Records supplied: Begin

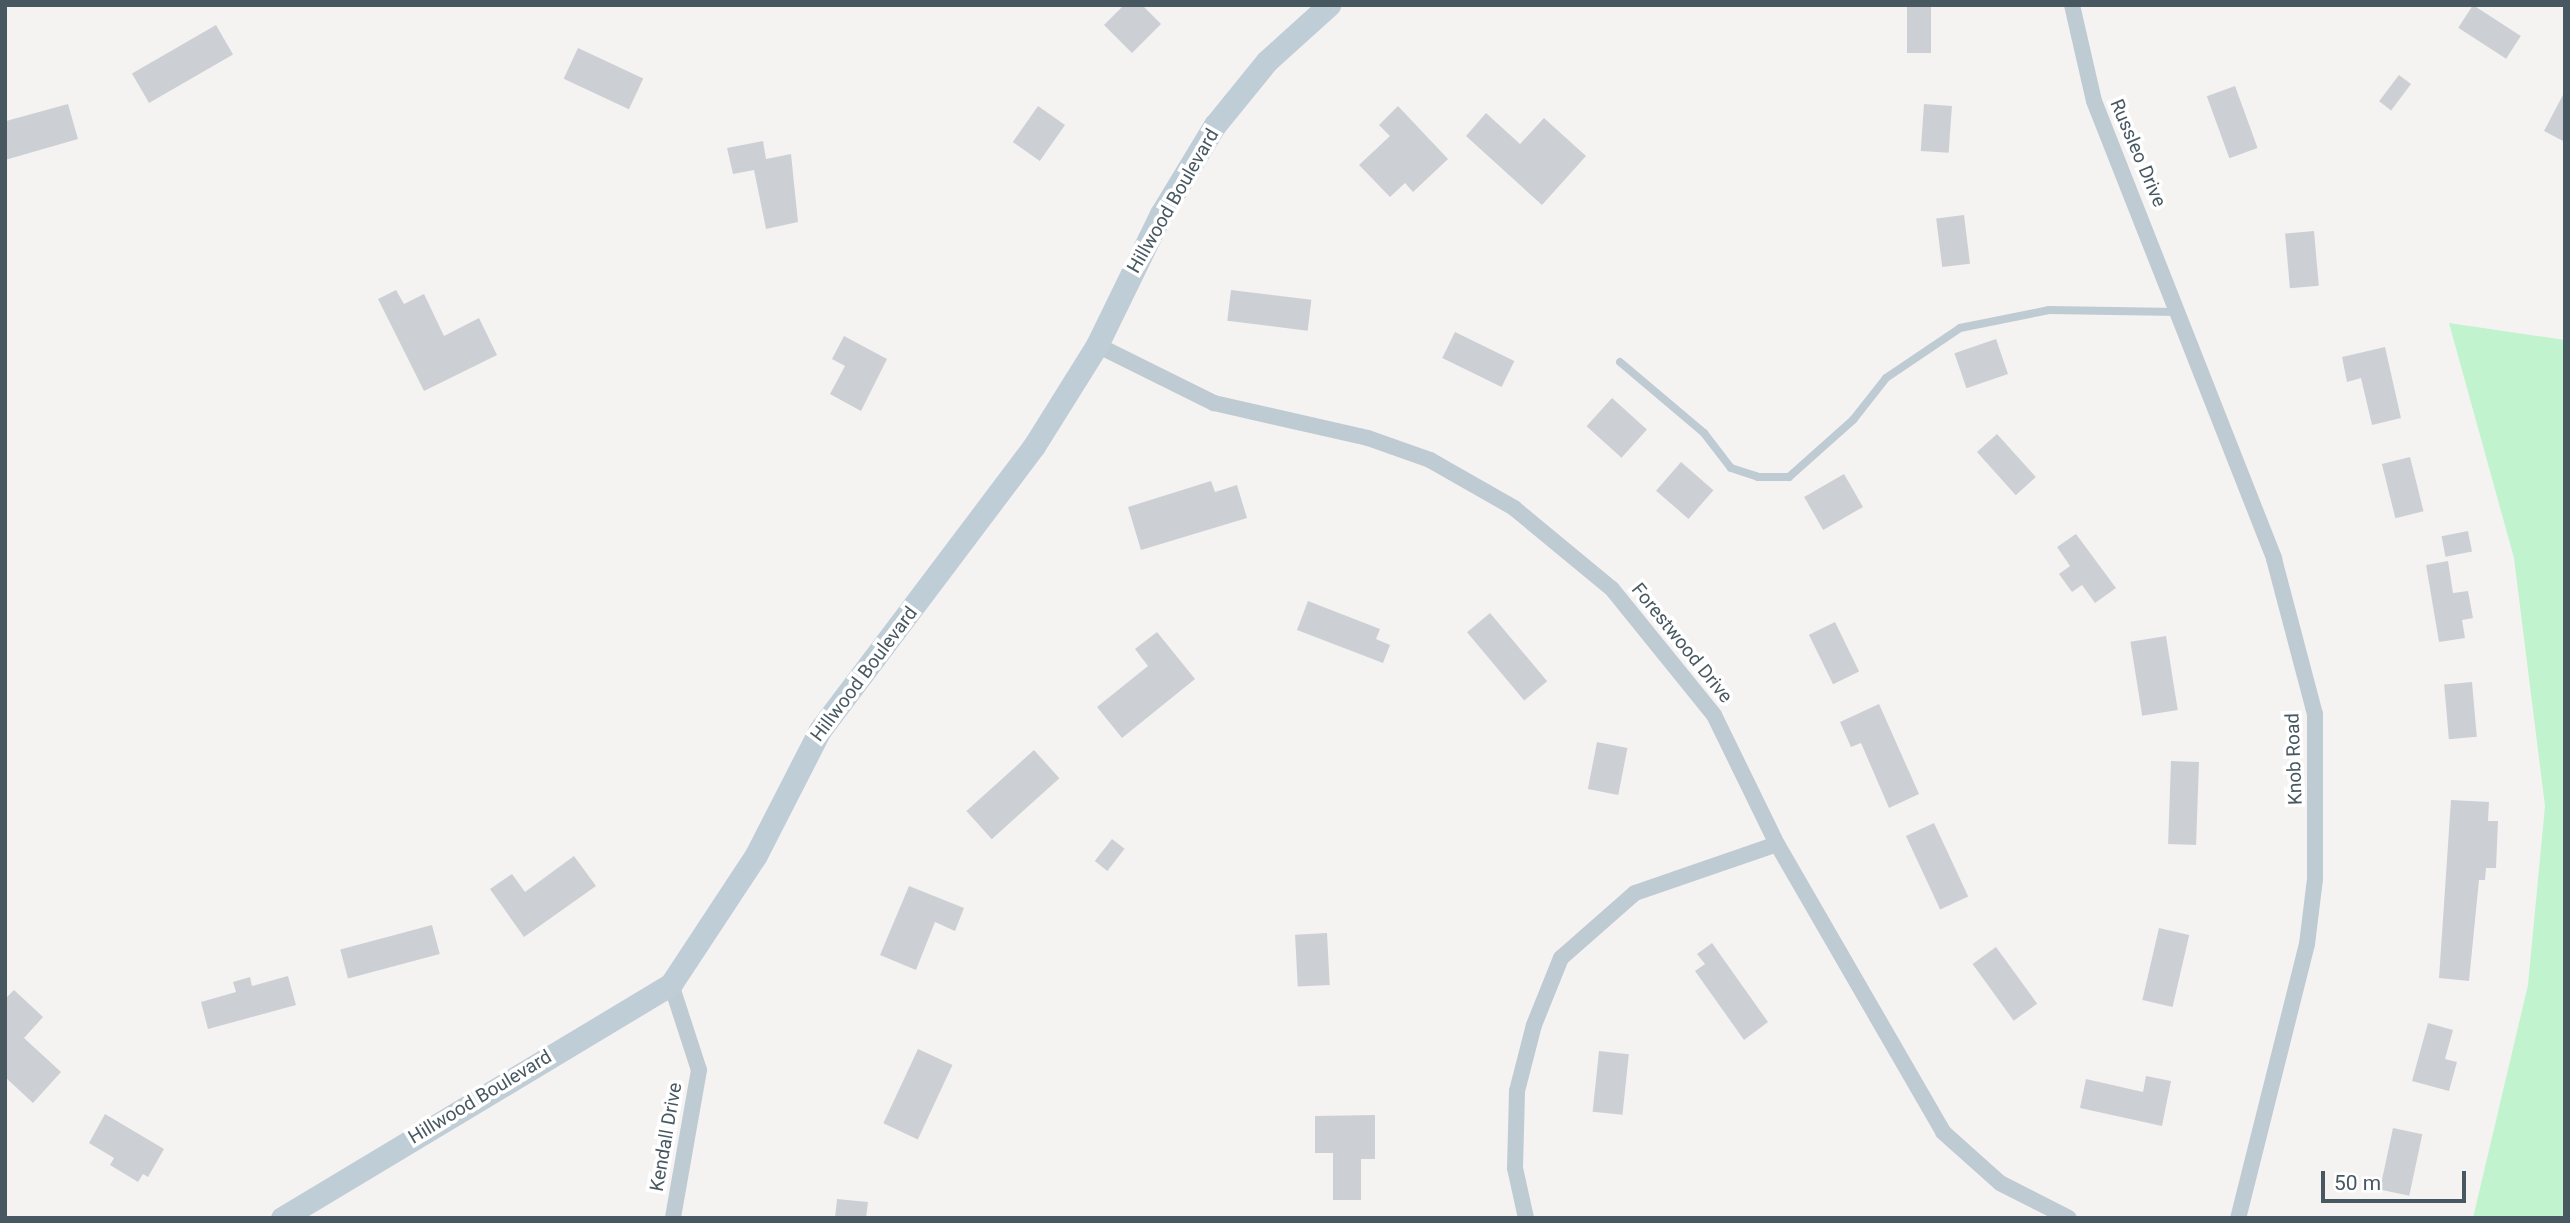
<!DOCTYPE html>
<style>
body{margin:0}
#map{position:relative;width:2570px;height:1223px;overflow:hidden;background:#f5f2f2;font-family:Roboto,sans-serif}
div>[style]{position:absolute}
.green>*{inset:0;background:#c0f3ce}
.building>*{inset:0;background:#ccd0d5;transform-origin:0 0}
.lane>*{height:8px;margin:-4px;padding:0 4px;transform-origin:4px;border-radius:4px;background:#bfcbd2}
.street>*{height:16px;margin:-8px;padding:0 8px;transform-origin:8px;border-radius:8px;background:#bfcbd2}
.secondary>*{height:23px;margin:-11.5px;padding:0 11.5px;transform-origin:11.5px;border-radius:11.5px;background:#bfcdd7}
span{translate:-50% -50%;white-space:nowrap;text-align:center;line-height:1.15;-webkit-text-stroke:7px #fff;paint-order:stroke}
.street-label{font-size:19px;color:#485861}
.frame{position:absolute;inset:0;border:7px solid #485861;pointer-events:none}
.scale{position:absolute;left:2321px;top:1171px;width:145px;height:32px;box-sizing:border-box;border:4px solid #485861;border-top:0;padding-left:9px;font-size:21px;line-height:24px;white-space:nowrap;color:#485861;-webkit-text-stroke:5px #fff;paint-order:stroke}
</style>
<div id="map">
<div class="green">
<i style="clip-path:polygon(2449px 323px,2565px 340px,2565px 1218px,2473px 1218px,2528px 985px,2545px 806px,2514px 558px)"></i>
</div>
<div class="building">
<i style="clip-path:polygon(1124px 5px,1142px 5px,1161px 24px,1132px 53px,1104px 25px)"></i>
<i style="left:1907px;top:5px;width:24px;height:48px"></i>
<i style="left:2473px;top:5px;width:57px;height:27px;rotate:33deg"></i>
<i style="left:216px;top:25px;width:34px;height:97px;rotate:60deg"></i>
<i style="left:578px;top:48px;width:72px;height:34px;rotate:25deg"></i>
<i style="left:2399px;top:75px;width:15px;height:33px;rotate:37deg"></i>
<i style="left:2235px;top:86px;width:66px;height:30px;rotate:70deg"></i>
<i style="clip-path:polygon(2565px 91px,2565px 142px,2544px 131px)"></i>
<i style="clip-path:polygon(68px 104px,78px 139px,5px 160px,6px 121px)"></i>
<i style="left:1924px;top:104px;width:28px;height:47px;rotate:4deg"></i>
<i style="left:1038px;top:106px;width:33px;height:44px;rotate:35deg"></i>
<i style="clip-path:polygon(1398px 106px,1448px 159px,1413px 192px,1405px 183px,1390px 197px,1359px 165px,1390px 136px,1379px 125px)"></i>
<i style="clip-path:polygon(1486px 113px,1520px 144px,1544px 118px,1586px 156px,1542px 205px,1466px 136px)"></i>
<i style="clip-path:polygon(763px 141px,766px 159px,791px 154px,798px 222px,766px 229px,754px 170px,733px 174px,727px 148px)"></i>
<i style="left:1964px;top:215px;width:49px;height:28px;rotate:83deg"></i>
<i style="left:2314px;top:231px;width:55px;height:29px;rotate:85deg"></i>
<i style="clip-path:polygon(396px 290px,404px 304px,424px 294px,444px 336px,479px 318px,497px 355px,424px 391px,378px 299px)"></i>
<i style="left:1231px;top:290px;width:81px;height:31px;rotate:7deg"></i>
<i style="left:1455px;top:332px;width:66px;height:29px;rotate:26deg"></i>
<i style="clip-path:polygon(844px 336px,887px 359px,861px 411px,830px 394px,845px 366px,832px 359px)"></i>
<i style="left:1996px;top:339px;width:37px;height:44px;rotate:71deg"></i>
<i style="clip-path:polygon(2385px 347px,2401px 418px,2372px 425px,2361px 378px,2347px 382px,2342px 357px)"></i>
<i style="left:1612px;top:398px;width:47px;height:38px;rotate:42deg"></i>
<i style="left:1997px;top:434px;width:58px;height:27px;rotate:48deg"></i>
<i style="left:2410px;top:457px;width:56px;height:29px;rotate:76deg"></i>
<i style="left:1681px;top:462px;width:43px;height:38px;rotate:41deg"></i>
<i style="left:1844px;top:474px;width:38px;height:46px;rotate:60deg"></i>
<i style="clip-path:polygon(1211px 481px,1215px 492px,1237px 485px,1247px 518px,1141px 550px,1128px 507px)"></i>
<i style="left:2468px;top:531px;width:21px;height:27px;rotate:79deg"></i>
<i style="clip-path:polygon(2076px 534px,2116px 588px,2095px 603px,2082px 585px,2072px 592px,2059px 574px,2070px 566px,2057px 547px)"></i>
<i style="clip-path:polygon(2448px 561px,2453px 593px,2468px 591px,2473px 618px,2462px 620px,2465px 638px,2439px 642px,2426px 565px)"></i>
<i style="clip-path:polygon(1308px 601px,1380px 629px,1376px 639px,1390px 645px,1383px 663px,1297px 630px)"></i>
<i style="left:1490px;top:613px;width:89px;height:30px;rotate:50deg"></i>
<i style="left:1835px;top:622px;width:55px;height:29px;rotate:64deg"></i>
<i style="clip-path:polygon(1157px 632px,1195px 679px,1122px 738px,1097px 707px,1148px 666px,1135px 649px)"></i>
<i style="left:2166px;top:636px;width:75px;height:36px;rotate:81deg"></i>
<i style="left:2472px;top:682px;width:55px;height:28px;rotate:85deg"></i>
<i style="clip-path:polygon(1879px 704px,1919px 794px,1889px 808px,1861px 743px,1851px 747px,1840px 722px)"></i>
<i style="left:1597px;top:742px;width:31px;height:48px;rotate:11deg"></i>
<i style="left:1034px;top:750px;width:38px;height:91px;rotate:48deg"></i>
<i style="left:2171px;top:761px;width:28px;height:83px;rotate:2deg"></i>
<i style="clip-path:polygon(2451px 800px,2489px 802px,2488px 821px,2498px 821px,2496px 868px,2486px 868px,2485px 880px,2479px 880px,2469px 981px,2439px 978px)"></i>
<i style="left:1934px;top:823px;width:81px;height:31px;rotate:65deg"></i>
<i style="left:1112px;top:839px;width:16px;height:28px;rotate:38deg"></i>
<i style="clip-path:polygon(574px 856px,596px 886px,524px 937px,490px 889px,512px 874px,525px 892px)"></i>
<i style="clip-path:polygon(909px 886px,964px 908px,955px 931px,935px 922px,916px 970px,880px 955px)"></i>
<i style="left:432px;top:925px;width:30px;height:95px;rotate:75deg"></i>
<i style="left:2159px;top:928px;width:31px;height:74px;rotate:13deg"></i>
<i style="left:1327px;top:933px;width:52px;height:32px;rotate:87deg"></i>
<i style="clip-path:polygon(1712px 943px,1768px 1022px,1744px 1040px,1695px 971px,1705px 964px,1697px 954px)"></i>
<i style="left:1996px;top:947px;width:70px;height:29px;rotate:54deg"></i>
<i style="clip-path:polygon(288px 976px,296px 1005px,208px 1029px,201px 1002px,236px 992px,233px 982px,250px 977px,252px 986px)"></i>
<i style="clip-path:polygon(14px 990px,43px 1017px,24px 1038px,61px 1072px,33px 1103px,5px 1077px,5px 999px)"></i>
<i style="clip-path:polygon(2428px 1023px,2453px 1030px,2445px 1059px,2457px 1062px,2449px 1091px,2412px 1081px)"></i>
<i style="left:918px;top:1049px;width:38px;height:82px;rotate:25deg"></i>
<i style="left:1599px;top:1051px;width:30px;height:61px;rotate:6deg"></i>
<i style="clip-path:polygon(2146px 1076px,2171px 1081px,2162px 1126px,2080px 1108px,2086px 1079px,2143px 1092px)"></i>
<i style="clip-path:polygon(105px 1114px,164px 1149px,148px 1177px,143px 1174px,138px 1182px,110px 1165px,114px 1158px,89px 1143px)"></i>
<i style="clip-path:polygon(1375px 1115px,1375px 1159px,1361px 1159px,1361px 1200px,1333px 1200px,1333px 1153px,1315px 1153px,1315px 1116px)"></i>
<i style="left:2393px;top:1128px;width:30px;height:63px;rotate:12deg"></i>
<i style="clip-path:polygon(837px 1199px,868px 1202px,866px 1218px,835px 1218px)"></i>
</div>
<div class="lane">
<i style="left:1620px;top:362px;width:110px;rotate:40.2deg"></i>
<i style="left:1704px;top:433px;width:44px;rotate:52.4deg"></i>
<i style="left:1731px;top:468px;width:28px;rotate:18deg"></i>
<i style="left:1758px;top:477px;width:31px"></i>
<i style="left:1789px;top:477px;width:86px;rotate:-41.7deg"></i>
<i style="left:1853px;top:420px;width:53px;rotate:-51.8deg"></i>
<i style="left:1886px;top:378px;width:89px;rotate:-34deg"></i>
<i style="left:1960px;top:328px;width:91px;rotate:-11.4deg"></i>
<i style="left:2049px;top:310px;width:129px;rotate:0.9deg"></i>
</div>
<div class="street">
<i style="left:2072px;top:5px;width:98px;rotate:77.1deg"></i>
<i style="left:2094px;top:101px;width:492px;rotate:68.5deg"></i>
<i style="left:2274px;top:559px;width:160px;rotate:75.2deg"></i>
<i style="left:2315px;top:714px;width:165px;rotate:90deg"></i>
<i style="left:2315px;top:879px;width:65px;rotate:97deg"></i>
<i style="left:2307px;top:944px;width:283px;rotate:104.1deg"></i>
<i style="left:1097px;top:345px;width:131px;rotate:26.4deg"></i>
<i style="left:1214px;top:403px;width:158px;rotate:12.8deg"></i>
<i style="left:1368px;top:438px;width:66px;rotate:19.5deg"></i>
<i style="left:1430px;top:460px;width:97px;rotate:29.7deg"></i>
<i style="left:1514px;top:508px;width:127px;rotate:39.6deg"></i>
<i style="left:1612px;top:589px;width:162px;rotate:51deg"></i>
<i style="left:1714px;top:715px;width:144px;rotate:64deg"></i>
<i style="left:1777px;top:844px;width:332px;rotate:60deg"></i>
<i style="left:1943px;top:1132px;width:76px;rotate:41.8deg"></i>
<i style="left:2000px;top:1183px;width:77px;rotate:26.9deg"></i>
<i style="left:671px;top:984px;width:90px;rotate:72deg"></i>
<i style="left:699px;top:1070px;width:150px;rotate:100deg"></i>
<i style="left:1526px;top:1218px;width:51px;rotate:-102.4deg"></i>
<i style="left:1515px;top:1168px;width:77px;rotate:-88.5deg"></i>
<i style="left:1517px;top:1091px;width:68px;rotate:-75.6deg"></i>
<i style="left:1534px;top:1025px;width:72px;rotate:-68.1deg"></i>
<i style="left:1561px;top:958px;width:98px;rotate:-41.3deg"></i>
<i style="left:1635px;top:893px;width:150px;rotate:-19deg"></i>
</div>
<div class="secondary">
<i style="left:282px;top:1218px;width:454px;rotate:-31deg"></i>
<i style="left:671px;top:984px;width:154px;rotate:-56.6deg"></i>
<i style="left:756px;top:855px;width:140px;rotate:-62.9deg"></i>
<i style="left:820px;top:730px;width:356px;rotate:-53deg"></i>
<i style="left:1034px;top:446px;width:119px;rotate:-58deg"></i>
<i style="left:1097px;top:345px;width:146px;rotate:-64deg"></i>
<i style="left:1161px;top:214px;width:104px;rotate:-58.8deg"></i>
<i style="left:1215px;top:125px;width:82px;rotate:-50.9deg"></i>
<i style="left:1267px;top:61px;width:84px;rotate:-42.1deg"></i>
</div>
<div class="street-label">
<span style="left:2138px;top:153px;rotate:67deg">Russleo Drive</span>
<span style="left:1173px;top:201px;rotate:-60deg">Hillwood Boulevard</span>
<span style="left:1682px;top:643px;rotate:51deg">Forestwood Drive</span>
<span style="left:864px;top:674px;rotate:-53deg">Hillwood Boulevard</span>
<span style="left:2294px;top:759px;rotate:-92deg">Knob Road</span>
<span style="left:480px;top:1097px;rotate:-31deg">Hillwood Boulevard</span>
<span style="left:666px;top:1137px;rotate:-80deg">Kendall Drive</span>
</div>
<div class="frame"></div>
<div class="scale">50 m</div>
</div>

Records supplied: End

# Instructions to follow:
When a line in the data above contains the string "class", copy that line.

# Task solution:
<div class="green">
<div class="building">
<div class="lane">
<div class="street">
<div class="secondary">
<div class="street-label">
<div class="frame"></div>
<div class="scale">50 m</div>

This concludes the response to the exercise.